Security

Cloudflare Zero Trust Setup: AWS VPC Access via WARP (2026)

Production Cloudflare Zero Trust setup for AWS: WARP + cloudflared + Transit Gateway giving teams private VPC access without a VPN, with per-team policies.

Engineering Team
13 min read

Cloudflare Zero Trust replaces a traditional office-to-AWS VPN with identity-aware, per-application access. Our production setup runs cloudflared connectors inside a hub VPC, fans out to every spoke VPC through AWS Transit Gateway, and uses Cloudflare WARP on each user’s laptop as the on-ramp. The result: engineers reach private AWS resources by hostname or private IP without exposing a single inbound port, and access is scoped per team (this team to these databases, that team to those internal URLs, nothing else).

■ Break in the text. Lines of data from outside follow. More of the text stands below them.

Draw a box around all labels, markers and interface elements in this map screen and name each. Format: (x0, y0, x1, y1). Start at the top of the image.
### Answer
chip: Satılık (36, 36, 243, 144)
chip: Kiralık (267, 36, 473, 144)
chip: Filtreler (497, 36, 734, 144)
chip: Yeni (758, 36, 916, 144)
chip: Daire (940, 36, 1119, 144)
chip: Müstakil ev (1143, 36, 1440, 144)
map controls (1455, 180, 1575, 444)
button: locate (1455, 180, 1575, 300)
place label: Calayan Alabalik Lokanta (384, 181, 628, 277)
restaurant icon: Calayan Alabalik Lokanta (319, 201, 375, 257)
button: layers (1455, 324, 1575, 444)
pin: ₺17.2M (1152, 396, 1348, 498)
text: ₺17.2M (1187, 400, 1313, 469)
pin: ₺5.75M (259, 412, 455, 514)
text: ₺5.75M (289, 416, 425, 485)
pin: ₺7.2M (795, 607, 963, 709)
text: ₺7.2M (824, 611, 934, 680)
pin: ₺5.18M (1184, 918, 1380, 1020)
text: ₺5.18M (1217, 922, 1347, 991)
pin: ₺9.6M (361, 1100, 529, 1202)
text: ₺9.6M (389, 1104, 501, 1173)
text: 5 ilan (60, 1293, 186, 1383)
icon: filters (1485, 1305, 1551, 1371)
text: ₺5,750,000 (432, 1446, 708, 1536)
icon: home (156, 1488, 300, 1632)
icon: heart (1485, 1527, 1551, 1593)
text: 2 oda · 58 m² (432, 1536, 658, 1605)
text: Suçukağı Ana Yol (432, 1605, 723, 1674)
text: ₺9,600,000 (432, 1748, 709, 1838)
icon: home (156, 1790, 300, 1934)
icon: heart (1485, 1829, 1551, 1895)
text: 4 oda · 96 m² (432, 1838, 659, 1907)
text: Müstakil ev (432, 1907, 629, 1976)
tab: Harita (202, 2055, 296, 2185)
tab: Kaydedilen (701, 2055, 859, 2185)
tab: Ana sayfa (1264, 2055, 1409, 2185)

This is the full setup we deployed in production. It covers what Cloudflare Zero Trust is, why it beats a site-to-site VPN for office-to-VPC access, the AWS reference architecture we landed on (Transit Gateway plus cloudflared replicas in the hub), and the exact Access policies that enforce team-based rules. If you are still using OpenVPN, AWS Client VPN, or a bastion host fleet, this is the migration playbook.

What is Cloudflare Zero Trust?

Cloudflare Zero Trust is a SASE platform that verifies every request against identity and device posture before letting traffic reach any resource. It replaces the “castle-and-moat” model where being on the corporate network meant being trusted. With Zero Trust, the network itself is no longer a trust boundary. Every connection, whether the user is in the office or on hotel WiFi, is authenticated against your identity provider, evaluated against device posture (OS version, disk encryption, MDM state), and matched to a policy before reaching the destination.

The core pieces we used:

  • Cloudflare WARP (the client): A lightweight VPN-like agent on every laptop that routes selected traffic to Cloudflare’s edge over WireGuard or MASQUE.
  • Cloudflare Tunnel (cloudflared): A daemon that runs inside your private network and dials out to Cloudflare on port 7844. Cloudflare brokers traffic from authenticated users back through the tunnel into your VPC.
  • Cloudflare Access: The policy engine that enforces “who can reach what” rules using your IdP groups (Okta, Google Workspace, Azure AD, etc.).
  • Cloudflare Gateway: DNS and HTTP filtering applied to all WARP-routed traffic.

Together these replace the office VPN, the bastion host, and the manual IP allowlist with one identity-driven control plane. The Cloudflare One platform documentation is the canonical reference if you want to go deeper than this guide.

Why use Cloudflare Zero Trust instead of an AWS VPN?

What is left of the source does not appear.